Creating the Panels:
Once the posts had set I nailed a “carry” timber (2×1) ,which was cut from the pallet materials, vertically onto the posts. These were to take the edges of the Horizontal slats. I set these back the depth of the slat so that the front edge finishes in line with the posts.
Measure each fence bay and cut the slats for each relevant bay leaving the gate section to last.
Just before I nailed the slats I covered the sawn ends with fence paint to seal them off.
**I did prepaint the slats before fixing as it gives them a better overall coating especially on the edges, be aware that fixing the slats after painting may require touchups.
I then used a string line to line the bottom slats. Once these were done I used a gauging piece of timber (10mm off cut of timber) to set the distance between each slat before I nailed them moving the string line up to check that the slats line up. I also used a spirit level on every couple to check if its all going to plan. The most important slat is the most bottom one as its the guide of the rest. Don’t forget to stand back and to cast on eye on the slat line as often lines can droop if not fixed tight enough which will give sag lines on your horizontals which looks awful.
Take your time with it, as with most things the difficulty is in the prep work
I wanted a trellis section for climbing plants at the top of my fence so all I did was cut the 4×1 material in half.
Don’t forget to put a centre carry timber in. I positioned this in the dead centre of the fence bay with each slat fixed to it all the way to the top. This is to stop the slats from drooping individually over time giving the fence a more solid long term look.
Measure up opening size, like a door a gate needs spacing between the stiles and the posts. With Gates there is a little more spacing required as the fence would expand and contract more over the years due to weathering.
I used two 4×1 inch Stiles to act as Slat carriers. I then screwed a piece of 1×1 inch on the left and right face edge of each stiles that when the slats were fixed you could not see the sawn edge.
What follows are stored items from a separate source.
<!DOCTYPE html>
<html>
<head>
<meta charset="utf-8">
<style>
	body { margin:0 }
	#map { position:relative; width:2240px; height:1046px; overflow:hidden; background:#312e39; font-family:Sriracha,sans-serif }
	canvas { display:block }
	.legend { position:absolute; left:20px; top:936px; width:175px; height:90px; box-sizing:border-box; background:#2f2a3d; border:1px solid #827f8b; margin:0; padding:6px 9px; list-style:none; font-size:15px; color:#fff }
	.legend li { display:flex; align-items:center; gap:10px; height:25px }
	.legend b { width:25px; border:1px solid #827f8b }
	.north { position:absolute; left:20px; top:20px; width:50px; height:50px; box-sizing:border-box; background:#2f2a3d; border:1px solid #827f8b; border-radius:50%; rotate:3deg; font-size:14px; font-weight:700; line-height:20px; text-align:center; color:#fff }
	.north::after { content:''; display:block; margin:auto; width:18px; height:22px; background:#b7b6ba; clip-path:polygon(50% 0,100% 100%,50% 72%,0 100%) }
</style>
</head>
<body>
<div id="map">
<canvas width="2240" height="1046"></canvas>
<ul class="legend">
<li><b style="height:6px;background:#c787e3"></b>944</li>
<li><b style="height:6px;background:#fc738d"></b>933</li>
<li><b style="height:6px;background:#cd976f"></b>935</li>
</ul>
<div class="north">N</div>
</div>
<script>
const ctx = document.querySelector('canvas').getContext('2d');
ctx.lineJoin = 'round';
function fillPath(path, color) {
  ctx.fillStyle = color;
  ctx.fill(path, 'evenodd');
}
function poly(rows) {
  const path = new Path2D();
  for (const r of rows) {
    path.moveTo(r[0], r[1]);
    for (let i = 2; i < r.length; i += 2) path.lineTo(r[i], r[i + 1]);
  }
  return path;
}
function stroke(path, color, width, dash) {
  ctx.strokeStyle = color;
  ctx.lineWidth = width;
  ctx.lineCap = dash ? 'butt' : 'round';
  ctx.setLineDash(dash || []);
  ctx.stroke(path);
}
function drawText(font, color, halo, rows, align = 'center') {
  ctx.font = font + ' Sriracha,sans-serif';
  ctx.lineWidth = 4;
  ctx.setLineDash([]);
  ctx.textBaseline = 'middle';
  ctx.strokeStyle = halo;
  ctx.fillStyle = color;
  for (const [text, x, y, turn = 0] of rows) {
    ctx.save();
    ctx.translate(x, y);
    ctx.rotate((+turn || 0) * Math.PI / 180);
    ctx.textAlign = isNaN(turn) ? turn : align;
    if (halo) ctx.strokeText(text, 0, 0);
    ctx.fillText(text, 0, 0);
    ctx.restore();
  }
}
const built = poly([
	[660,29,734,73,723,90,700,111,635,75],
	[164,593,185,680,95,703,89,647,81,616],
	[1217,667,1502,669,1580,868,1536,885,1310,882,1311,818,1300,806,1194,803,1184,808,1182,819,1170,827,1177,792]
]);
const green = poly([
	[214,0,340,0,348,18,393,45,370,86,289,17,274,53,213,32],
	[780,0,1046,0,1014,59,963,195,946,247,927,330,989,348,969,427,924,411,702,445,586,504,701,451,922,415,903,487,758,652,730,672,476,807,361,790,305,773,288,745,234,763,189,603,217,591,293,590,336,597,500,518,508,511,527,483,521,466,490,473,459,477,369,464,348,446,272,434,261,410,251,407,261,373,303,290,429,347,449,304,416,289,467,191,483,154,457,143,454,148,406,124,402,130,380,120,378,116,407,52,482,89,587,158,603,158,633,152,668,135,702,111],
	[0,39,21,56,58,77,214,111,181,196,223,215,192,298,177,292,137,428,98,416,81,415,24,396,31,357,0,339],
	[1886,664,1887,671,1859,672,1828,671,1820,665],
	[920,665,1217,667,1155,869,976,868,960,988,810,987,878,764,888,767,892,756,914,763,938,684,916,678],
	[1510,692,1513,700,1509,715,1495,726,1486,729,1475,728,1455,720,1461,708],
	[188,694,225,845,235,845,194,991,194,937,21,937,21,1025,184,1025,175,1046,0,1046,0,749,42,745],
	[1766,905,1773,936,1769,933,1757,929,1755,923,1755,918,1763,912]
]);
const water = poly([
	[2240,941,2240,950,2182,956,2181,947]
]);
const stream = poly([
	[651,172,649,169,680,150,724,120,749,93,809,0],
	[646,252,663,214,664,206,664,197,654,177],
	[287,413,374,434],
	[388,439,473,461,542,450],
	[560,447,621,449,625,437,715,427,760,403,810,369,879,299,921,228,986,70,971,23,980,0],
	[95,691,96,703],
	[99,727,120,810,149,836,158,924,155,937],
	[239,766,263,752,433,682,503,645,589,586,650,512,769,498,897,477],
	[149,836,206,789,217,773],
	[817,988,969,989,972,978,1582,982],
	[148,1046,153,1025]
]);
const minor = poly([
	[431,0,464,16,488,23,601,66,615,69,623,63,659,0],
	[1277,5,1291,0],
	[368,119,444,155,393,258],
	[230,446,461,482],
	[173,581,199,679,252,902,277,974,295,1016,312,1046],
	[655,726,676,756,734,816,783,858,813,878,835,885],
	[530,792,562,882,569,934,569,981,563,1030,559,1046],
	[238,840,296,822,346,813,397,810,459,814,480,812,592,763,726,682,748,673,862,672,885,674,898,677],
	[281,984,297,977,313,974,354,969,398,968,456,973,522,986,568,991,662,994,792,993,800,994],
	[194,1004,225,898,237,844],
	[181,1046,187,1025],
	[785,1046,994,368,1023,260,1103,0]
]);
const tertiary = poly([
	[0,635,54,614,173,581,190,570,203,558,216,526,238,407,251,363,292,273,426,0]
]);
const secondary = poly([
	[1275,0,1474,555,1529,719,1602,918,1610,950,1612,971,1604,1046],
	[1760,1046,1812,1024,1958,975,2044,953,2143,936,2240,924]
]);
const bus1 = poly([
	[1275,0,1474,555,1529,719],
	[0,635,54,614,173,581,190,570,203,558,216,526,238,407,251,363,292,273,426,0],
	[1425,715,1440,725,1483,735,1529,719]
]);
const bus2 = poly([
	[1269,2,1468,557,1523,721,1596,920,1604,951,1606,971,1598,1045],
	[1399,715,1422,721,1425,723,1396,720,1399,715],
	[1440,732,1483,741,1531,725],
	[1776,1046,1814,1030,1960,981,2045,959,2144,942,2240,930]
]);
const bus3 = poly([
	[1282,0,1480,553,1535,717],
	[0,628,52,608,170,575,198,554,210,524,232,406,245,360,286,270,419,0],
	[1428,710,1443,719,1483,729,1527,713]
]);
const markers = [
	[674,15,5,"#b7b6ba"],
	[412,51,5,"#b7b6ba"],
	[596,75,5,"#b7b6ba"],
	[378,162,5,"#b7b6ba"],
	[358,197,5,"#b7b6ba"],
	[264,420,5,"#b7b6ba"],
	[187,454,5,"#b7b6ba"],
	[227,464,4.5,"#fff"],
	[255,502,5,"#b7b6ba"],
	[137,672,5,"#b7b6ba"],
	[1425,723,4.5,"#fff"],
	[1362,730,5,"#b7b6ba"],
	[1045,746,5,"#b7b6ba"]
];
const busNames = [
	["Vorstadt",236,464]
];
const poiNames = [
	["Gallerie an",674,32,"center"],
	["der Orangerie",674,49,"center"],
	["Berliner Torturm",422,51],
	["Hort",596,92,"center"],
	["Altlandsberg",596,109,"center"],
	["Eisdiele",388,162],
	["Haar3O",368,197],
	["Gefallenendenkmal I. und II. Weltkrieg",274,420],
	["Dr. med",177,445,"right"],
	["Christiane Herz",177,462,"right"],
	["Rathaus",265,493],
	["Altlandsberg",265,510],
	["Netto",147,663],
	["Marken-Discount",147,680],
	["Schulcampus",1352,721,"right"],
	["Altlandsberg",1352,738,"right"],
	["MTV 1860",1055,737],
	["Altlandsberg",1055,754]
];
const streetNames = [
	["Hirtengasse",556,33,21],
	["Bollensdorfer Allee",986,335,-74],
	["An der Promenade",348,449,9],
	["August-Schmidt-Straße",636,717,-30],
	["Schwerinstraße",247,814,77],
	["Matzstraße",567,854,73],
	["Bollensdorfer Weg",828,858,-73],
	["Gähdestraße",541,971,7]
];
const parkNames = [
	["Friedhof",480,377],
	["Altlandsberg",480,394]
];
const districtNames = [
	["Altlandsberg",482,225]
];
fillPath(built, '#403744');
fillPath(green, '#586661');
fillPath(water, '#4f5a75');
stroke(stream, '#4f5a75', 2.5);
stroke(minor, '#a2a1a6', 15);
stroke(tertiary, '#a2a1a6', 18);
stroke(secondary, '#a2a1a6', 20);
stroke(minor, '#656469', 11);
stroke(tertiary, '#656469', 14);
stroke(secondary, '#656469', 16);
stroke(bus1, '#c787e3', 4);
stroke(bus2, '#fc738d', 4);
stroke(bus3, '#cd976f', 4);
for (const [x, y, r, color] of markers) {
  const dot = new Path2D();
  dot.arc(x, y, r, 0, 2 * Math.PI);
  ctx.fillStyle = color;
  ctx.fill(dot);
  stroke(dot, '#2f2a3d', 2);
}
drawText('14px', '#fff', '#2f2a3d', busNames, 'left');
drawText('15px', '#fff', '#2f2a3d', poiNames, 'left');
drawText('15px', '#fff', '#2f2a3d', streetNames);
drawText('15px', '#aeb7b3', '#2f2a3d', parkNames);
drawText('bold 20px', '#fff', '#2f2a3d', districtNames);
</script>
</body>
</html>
I then cut the slates between the 1×1 inch verticals. I prepainted the backs and sawn edges before it was fixed. Waited for the paint to dry. I then glued and screwed the slates to the stiles
Flip the gate over to work on the back. For rigidity I fixed 1 piece of 4×1 inch timber halfway over the bottom and second to bottom slat to in effect create a rail. Repeat to the top of the gate. You have also created the hinge carrying points on the gate by fixing the two rails. With the rear of the gate still facing you fix a diagonal timber between the two rails to stop the gate from twisting, ensure that you have used enough glue and screws as this will ensue the lifespan of the gate is extended considerably. Paint the gate before fixing the hinges and lock.
Paint fence if you have not already done so.
This is by no means the easiest or best way to construct a pallet fence. It did work for me though and I have had many comments from passers by saying how nice it looks and that using pallet materials can look just as professional as purchasing factory made panels. Using recycled or reclaimed timber though is very time consuming however also very rewarding as you are doing your bit for the environment.